AT A MARATHON States Meeting in Alderney in October, David Earl spoke of Baron Montesquieu, who wrote about ‘concentration of powers’ in the 18th century. Montesquieu said that, if legislative, judicial and executive (law enforcement services, including the army, prisons and police) powers were not separated, the resulting concentration of power would undermine liberty. It’s hard to argue with that thesis, which is probably why Mr Earl used it as a smokescreen in his speech.

Published

I want to blow some of that smoke away.

Her Majesty’s Government currently has a Cabinet of 22 politicians running a nation-state of about 67.5 million people. Another 270-odd MPs are whipped through the lobbies to keep the Cabinet in power, at least for the time being. The Cabinet isn’t just a group of legislators; it has executive power and could even take the UK to war without consulting parliament. That’s what ‘concentration of powers’ looks like in the real world, and it’s a continuing source of friction between the judiciary and the legislature.

To claim, as Mr Earl did, that our committee system violates the principle of separation of powers is to ascribe an intention to Montesquieu that he clearly didn’t have.

There isn’t a village council anywhere in Europe where the elders of the community don’t take an active interest in the management of public buildings, roads and common-pool resources like fisheries and productive land. That’s what village councils are for. Montesquieu wouldn’t have cared how many legislators sat on our Policy and Finance Committee because separation of powers here is crystal clear.

In addition to one of the highest rates of democratic representation per capita in the world, Alderney has the people’s meetings, we have regular elections and, above all else, we have the Chuter-Ede governance reforms, including the 1948 Agreement; a topic Mr Earl has studied in depth and lectured on.

Under these reforms the president was intended to be a sort of village mayor (none of them ever were, but that was the plan).
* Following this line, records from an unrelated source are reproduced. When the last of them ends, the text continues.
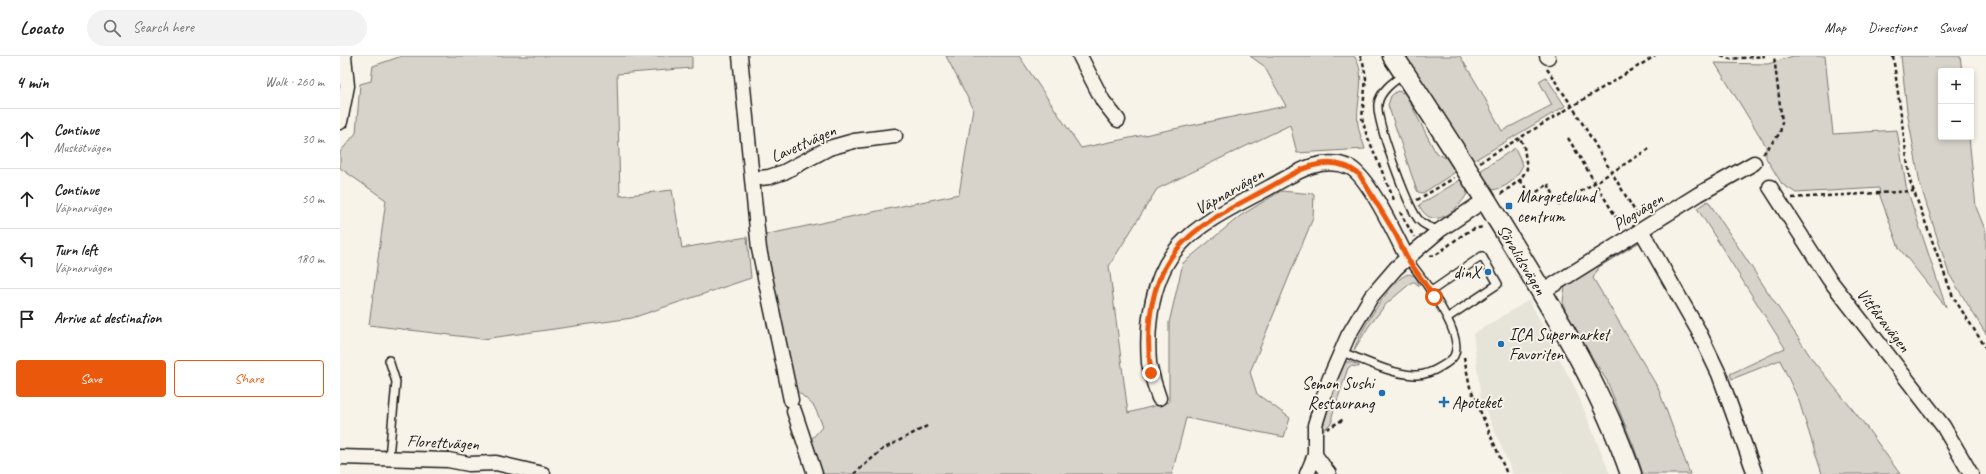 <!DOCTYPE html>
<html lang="en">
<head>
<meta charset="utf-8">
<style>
  :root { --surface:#fff; --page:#f2f2f2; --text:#222; --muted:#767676; --line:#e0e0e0; --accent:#ea580c }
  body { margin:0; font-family:Caveat,sans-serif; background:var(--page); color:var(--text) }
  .controls { position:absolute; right:12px; top:12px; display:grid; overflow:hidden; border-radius:4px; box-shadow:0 2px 6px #0003 }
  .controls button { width:36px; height:36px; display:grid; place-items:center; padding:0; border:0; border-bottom:1px solid var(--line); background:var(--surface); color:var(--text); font:20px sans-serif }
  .stop { position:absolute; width:12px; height:12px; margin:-9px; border:3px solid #ea580c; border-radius:50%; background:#fff }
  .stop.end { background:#ea580c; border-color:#fff; box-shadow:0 1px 4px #0008 }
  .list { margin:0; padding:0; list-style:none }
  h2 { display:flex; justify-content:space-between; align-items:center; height:52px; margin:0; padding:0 16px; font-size:17px }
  h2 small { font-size:13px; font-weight:400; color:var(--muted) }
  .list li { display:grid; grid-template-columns:26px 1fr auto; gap:12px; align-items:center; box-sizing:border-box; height:60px; padding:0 16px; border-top:1px solid var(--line) }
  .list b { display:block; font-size:15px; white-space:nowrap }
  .list p { margin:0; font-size:13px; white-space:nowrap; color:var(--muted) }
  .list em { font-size:13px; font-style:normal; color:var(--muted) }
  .actions { display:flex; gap:8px; padding:12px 16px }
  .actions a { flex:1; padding:9px 0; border:1px solid var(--accent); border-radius:4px; text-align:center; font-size:14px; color:var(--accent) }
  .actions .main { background:var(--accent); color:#fff }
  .icon { flex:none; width:22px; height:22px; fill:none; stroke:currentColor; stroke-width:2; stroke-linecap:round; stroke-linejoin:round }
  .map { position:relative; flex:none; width:1646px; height:418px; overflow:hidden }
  header { display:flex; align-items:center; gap:24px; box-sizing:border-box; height:56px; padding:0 20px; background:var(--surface); border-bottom:1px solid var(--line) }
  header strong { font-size:19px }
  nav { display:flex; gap:22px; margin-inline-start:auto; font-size:14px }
  .search { width:280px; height:36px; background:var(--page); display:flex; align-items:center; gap:10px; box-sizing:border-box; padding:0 14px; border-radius:22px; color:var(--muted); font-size:15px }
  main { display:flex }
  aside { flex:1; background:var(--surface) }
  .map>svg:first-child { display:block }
</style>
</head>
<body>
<header>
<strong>Locato</strong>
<div class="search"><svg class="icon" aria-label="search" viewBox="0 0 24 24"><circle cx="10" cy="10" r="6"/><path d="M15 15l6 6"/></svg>Search here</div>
<nav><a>Map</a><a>Directions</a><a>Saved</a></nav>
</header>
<main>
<aside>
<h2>4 min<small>Walk · 260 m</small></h2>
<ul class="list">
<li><svg class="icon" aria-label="ahead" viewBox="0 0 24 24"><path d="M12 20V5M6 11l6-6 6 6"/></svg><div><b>Continue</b><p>Muskötvägen</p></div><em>30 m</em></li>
<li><svg class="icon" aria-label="ahead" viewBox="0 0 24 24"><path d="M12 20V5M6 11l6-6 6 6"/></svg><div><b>Continue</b><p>Väpnarvägen</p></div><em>50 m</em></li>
<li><svg class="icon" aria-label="left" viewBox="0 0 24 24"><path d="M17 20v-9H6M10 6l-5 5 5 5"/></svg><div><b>Turn left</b><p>Väpnarvägen</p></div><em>180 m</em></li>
<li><svg class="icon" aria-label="arrive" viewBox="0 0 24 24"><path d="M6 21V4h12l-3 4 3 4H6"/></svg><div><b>Arrive at destination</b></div></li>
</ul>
<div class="actions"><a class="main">Save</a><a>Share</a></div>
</aside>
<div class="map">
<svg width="1646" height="418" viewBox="0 0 1646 418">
  <rect width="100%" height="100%" fill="#f7f3e8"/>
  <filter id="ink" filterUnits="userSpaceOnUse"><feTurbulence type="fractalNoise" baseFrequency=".025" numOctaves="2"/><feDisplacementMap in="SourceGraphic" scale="8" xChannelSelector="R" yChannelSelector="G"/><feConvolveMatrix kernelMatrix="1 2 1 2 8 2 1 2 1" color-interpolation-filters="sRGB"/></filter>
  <g filter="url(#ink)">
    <path fill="#e6e3d9" d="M1189 244 1236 334 1270 418H1173L1141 343 1133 278Z"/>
    <path fill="#d7d3cb" stroke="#7a7874" d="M62 0H352V12L277 18 280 140 332 134 342 192 407 181 411 222 292 262 143 283 29 269 46 144 0 112V96L16 77 20 28 31 25 33 10Z
      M606 0H679L741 92 946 50 924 10 910 0H1014C1028 19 1015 47 1018 69 1019 77 1023 85 1025 93L957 97 950 69 817 133 769 210 788 357 829 346V267L843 207 900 160 941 135 974 138 973 162 910 316 917 338 950 362 944 381 846 362 832 418H481L468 387 483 370 474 350 453 331 424 179 619 138 633 52Z
      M1066 0H1120L1141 35 1162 75 1212 49 1199 25 1206 21 1225 50 1133 105Z
      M1453 0H1485L1493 78 1557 74 1566 130 1606 251 1559 192 1540 140 1539 132 1456 137 1442 128 1426 102V90L1375 7 1428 8Z
      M1561 0H1620L1622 15H1601V81H1629L1636 151 1646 176V278L1609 218 1580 128 1567 55Z
      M1057 35 1065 37 1096 97C1106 101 1112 106 1117 115L1083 137 1078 136 1076 132 1048 49 1051 40Z
      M1175 92 1183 109C1176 123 1168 131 1153 134L1140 115Z
      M1122 123 1126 130 1127 138C1117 155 1092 177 1079 149Z
      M1368 145 1474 306 1522 365 1560 418H1482L1459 345 1440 304 1392 323 1390 318 1445 292 1357 152Z
      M1302 181 1303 184 1259 211 1253 222 1318 332 1350 418H1303L1294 391 1267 325 1227 261 1223 246 1225 229Z
      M1068 218C1076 219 1078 224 1079 231L1075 226H1072L1046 248 1029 270 1014 294C1019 277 1051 223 1068 218Z
      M1005 306H1010L1019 309V311L1011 310 1008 312 992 360V366L985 373H982C985 355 993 320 1005 306Z"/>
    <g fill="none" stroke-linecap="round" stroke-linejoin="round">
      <defs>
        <path id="lane" d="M1063 19C1053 26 1040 35 1038 48 1036 66 1067 148 1078 163 1084 170 1091 172 1100 174
          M1090 236 1142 200 1158 228 1107 262
          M1002 296C1023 304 1051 318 1074 319 1084 320 1094 315 1102 310 1107 307 1111 305 1114 300 1126 278 1080 219 1067 202
          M49 401 56 326 49 304"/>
        <path id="street" d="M400 0 412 123 429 121 444 116 489 92 514 85 555 80
          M740 0 763 45 778 64
          M1207 0 1208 1
          M0 66 7 30 4 0
          M412 123 419 193 451 344
          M1430 131 1489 223 1603 370 1631 418
          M1301 174 1358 274 1379 318 1415 418
          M1202 236 1359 138 1414 107
          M819 342C815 330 811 319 809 307 806 268 812 220 839 190 863 164 899 148 930 131 954 118 980 99 1009 111 1028 119 1057 182 1067 202
          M454 355 475 418
          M975 399 989 418
          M0 401 108 404 129 408 156 407 203 418
          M967 418 975 399V369L989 324 1008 280 1031 241 1056 212 1080 191 1100 174 1145 144"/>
        <g id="secondary">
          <path id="s1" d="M1053 0C1096 64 1137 129 1177 195 1221 267 1263 337 1291 418"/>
        </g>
      </defs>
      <use href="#lane" stroke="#1c1c1c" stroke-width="10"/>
      <use href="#street" stroke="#1c1c1c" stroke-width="17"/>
      <use href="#secondary" stroke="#1c1c1c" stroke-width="23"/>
      <path stroke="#1c1c1c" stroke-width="2.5" stroke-dasharray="4 3" stroke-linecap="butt" d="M1020 0 1023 6 1026 22 1022 62 1026 77 1054 144
        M1381 0 1390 3 1425 0
        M1553 0 1570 125 1613 241 1646 292
        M1207 13 1232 50 1299 162
        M1228 82 1282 171
        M1423 98 1440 77 1442 66 1434 0
        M1140 106 1315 0
        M1180 124 1193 142
        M1161 138 1180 124 1187 113 1184 91 1180 82
        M1191 140 1208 128 1219 149 1309 93
        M1452 142 1574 135
        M1077 144 1114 122
        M1060 156 1074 181
        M1090 200 1096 199C1106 192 1132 168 1144 172
        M1124 301 1130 331 1167 418
        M987 373 1004 363
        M514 418 543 393 589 369"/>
      <use href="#lane" stroke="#f7f3e8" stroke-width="7"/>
      <use href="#street" stroke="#f7f3e8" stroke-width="14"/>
      <use href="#secondary" stroke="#f7f3e8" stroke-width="20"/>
    </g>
  </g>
  <g fill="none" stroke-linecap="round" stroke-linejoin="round" filter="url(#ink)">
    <path stroke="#ea580c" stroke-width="5" d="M811 317C806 283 808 242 825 211 846 171 893 152 930 131 944 123 960 112 976 109 992 105 1007 109 1019 118L1056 179 1067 202 1094 241"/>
  </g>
  <g fill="#1f6fb2" stroke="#f7f3e8" stroke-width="1.5">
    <rect x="1165" y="146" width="8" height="8" rx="2"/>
    <circle cx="1148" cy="216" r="4"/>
    <circle cx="1161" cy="288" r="4"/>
    <circle cx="1042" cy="337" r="4"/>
    <path d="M1102 340h4v4h4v4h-4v4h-4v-4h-4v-4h4z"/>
  </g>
  <g text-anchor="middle" stroke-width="4" stroke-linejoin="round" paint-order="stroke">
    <g font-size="17" fill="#1c1c1c" stroke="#f7f3e8">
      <text transform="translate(463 87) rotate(-24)" y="6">Lavettvägen</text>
      <text transform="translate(889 135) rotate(-30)" y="6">Väpnarvägen</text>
      <text transform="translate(1298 155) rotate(-32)" y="6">Plogvägen</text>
      <text dy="6" stroke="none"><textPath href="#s1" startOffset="241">Söralidsvägen</textPath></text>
      <text transform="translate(1544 264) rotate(52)" y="6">Vitfåravägen</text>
      <text transform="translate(103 386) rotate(3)" y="6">Florettvägen</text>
    </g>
    <g font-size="17" fill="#1c1c1c" stroke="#f7f3e8" text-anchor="start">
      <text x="1177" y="146">Margretelund<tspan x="1177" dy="20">centrum</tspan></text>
      <text x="1140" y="222" text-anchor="end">dinX</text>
      <text x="1169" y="284">ICA Supermarket<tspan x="1169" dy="20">Favoriten</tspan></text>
      <text x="1034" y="333" text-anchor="end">Semon Sushi<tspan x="1034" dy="20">Restaurang</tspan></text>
      <text x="1112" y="352">Apoteket</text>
    </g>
  </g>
</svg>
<div class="controls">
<button>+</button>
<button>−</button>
</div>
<div class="stop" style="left:1094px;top:241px"></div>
<div class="stop end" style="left:811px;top:317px"></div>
</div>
</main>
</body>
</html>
Presidents wouldn’t be styled ‘judge’ any more. Like the other Crown Dependencies, Alderney was not allowed to develop its own foreign policy or sign treaties. We would have no standing army. Under the ‘transferred services’ arrangement, a well-regulated police force and prison service was developed to serve the whole Bailiwick. Serious criminal cases were to be heard in Guernsey. The whole caboodle was run through a well-regulated committee system, which enjoyed the support of a clerk, co-opted experts and public employees.

Our committees aren’t as stringently regulated now as they were 70 years ago. The CEO is much more like a managing director than the States’ agent, which is what he would have been under the Chuter-Ede system. Alderney has had clear separation of powers since 1948.

The reason Alderney’s ‘good governance’ initiatives get kicked into the long grass is that two irreconcilable models of reform have been given the same name.

The first, which I think of as the Arditti model, would reduce P&F in size and limit its executive power. P&F would become a sort of think-tank, exploring policy options, scrutinising States management and preparing accounts – a bit like SMC in Guernsey, but with a clear mandate for reconnaissance. Decisions currently made behind closed doors would henceforth be made by the whole States, in public, after passing through a people’s meeting.

The McDonald Report (‘Alderney’s Choices’) written in 2016, hints at a second model, which would involve a shift to a cabinet-style P&F with two or three States members, ‘guided’ by the CEO, making decisions for the States as a whole. This model would further compromise the political impartiality of the civil service, undermine democratic oversight and concentrate powers in the hands of a few States members and their co-opted advisors.

So which model of ‘good governance’ is Alderney considering?

Come on, Mr Earl; do tell us, we’re agog.

NICK WINDER

Address withheld.

Editor’s footnote: David Earl declined to comment.